Vibe Coding: AI Assistants and the Future of Work
8
What is the Viqus Verdict?
We evaluate each news story based on its real impact versus its media hype to offer a clear and objective perspective.
AI Analysis:
While the story exposes the current limitations of AI in a significant tech company, the widespread adoption of AI coding assistants is a real trend. The hype around fully autonomous AI coding is overblown, but the underlying technology’s impact will continue to grow, making a score of 8 a reasonable reflection of the story’s real-world implications.
Article Summary
A recent English graduate, eager to explore the burgeoning world of 'vibe coding,' joins the San Francisco-based venture-backed startup Notion as an embedded engineer. Notion's approach, driven by AI assistants like Cursor and Codegen, reflects a growing trend of companies integrating generative AI into their workflows. However, the reality is far from the idealized vision of effortless productivity. The junior engineer quickly discovers that even with AI assistance, challenges remain, particularly in debugging and ensuring the reliability of generated code. The experience highlights the limitations of current AI models, emphasizing the ongoing need for human oversight and iterative refinement. The experiment reveals a shift in the software engineering landscape, where humans and AI collaborate—often with unexpected results. While Notion's cofounders, including Ivan Zhao, envision a future where AI handles routine tasks, the article underscores that human engineers are still crucial for tasks like debugging and ensuring seamless integration.
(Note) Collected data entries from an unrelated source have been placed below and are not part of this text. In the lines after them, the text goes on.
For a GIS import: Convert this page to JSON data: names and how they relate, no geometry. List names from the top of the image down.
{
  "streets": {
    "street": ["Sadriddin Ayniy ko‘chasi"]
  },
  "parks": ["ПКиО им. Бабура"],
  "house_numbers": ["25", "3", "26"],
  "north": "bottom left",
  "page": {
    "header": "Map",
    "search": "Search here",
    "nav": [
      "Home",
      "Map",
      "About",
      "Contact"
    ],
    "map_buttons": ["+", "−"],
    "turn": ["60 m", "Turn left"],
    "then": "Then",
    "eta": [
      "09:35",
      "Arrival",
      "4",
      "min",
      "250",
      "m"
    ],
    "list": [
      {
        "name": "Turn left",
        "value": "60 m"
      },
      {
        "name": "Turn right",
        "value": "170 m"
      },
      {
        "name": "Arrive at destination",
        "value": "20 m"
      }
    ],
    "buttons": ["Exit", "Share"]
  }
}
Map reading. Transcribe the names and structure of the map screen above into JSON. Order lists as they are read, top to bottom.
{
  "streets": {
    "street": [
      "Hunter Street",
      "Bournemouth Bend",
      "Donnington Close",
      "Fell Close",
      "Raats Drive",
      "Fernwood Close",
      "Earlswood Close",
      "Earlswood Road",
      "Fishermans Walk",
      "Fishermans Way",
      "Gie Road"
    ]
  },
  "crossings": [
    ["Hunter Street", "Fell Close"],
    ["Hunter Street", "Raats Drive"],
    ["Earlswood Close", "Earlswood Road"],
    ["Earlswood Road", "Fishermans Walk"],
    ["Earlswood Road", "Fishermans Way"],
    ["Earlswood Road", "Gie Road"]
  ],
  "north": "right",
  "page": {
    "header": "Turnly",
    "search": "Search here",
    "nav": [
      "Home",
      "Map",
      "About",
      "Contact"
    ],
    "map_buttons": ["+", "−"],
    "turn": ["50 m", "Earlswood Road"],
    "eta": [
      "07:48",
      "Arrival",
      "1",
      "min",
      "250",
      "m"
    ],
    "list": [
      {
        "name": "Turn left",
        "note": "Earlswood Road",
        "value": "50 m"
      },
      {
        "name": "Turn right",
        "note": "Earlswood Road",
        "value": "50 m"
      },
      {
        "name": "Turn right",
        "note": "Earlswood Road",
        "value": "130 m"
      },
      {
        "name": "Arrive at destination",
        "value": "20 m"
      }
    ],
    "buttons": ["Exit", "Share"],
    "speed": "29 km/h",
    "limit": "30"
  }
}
The chaotic process of fixing problems, troubleshooting errors, and ultimately guiding the AI’s output demonstrates the current state of AI’s readiness for complex software development.Key Points
- AI is increasingly integrated into software development workflows, with companies like Notion utilizing assistants like Cursor and Codegen to aid engineers.
- Despite the potential for increased productivity, challenges remain in ensuring the reliability and accuracy of AI-generated code, requiring significant human oversight.
- The experience highlights the ongoing need for human engineers to debug, test, and refine AI-generated code, demonstrating that AI is a tool to augment, not replace, human expertise.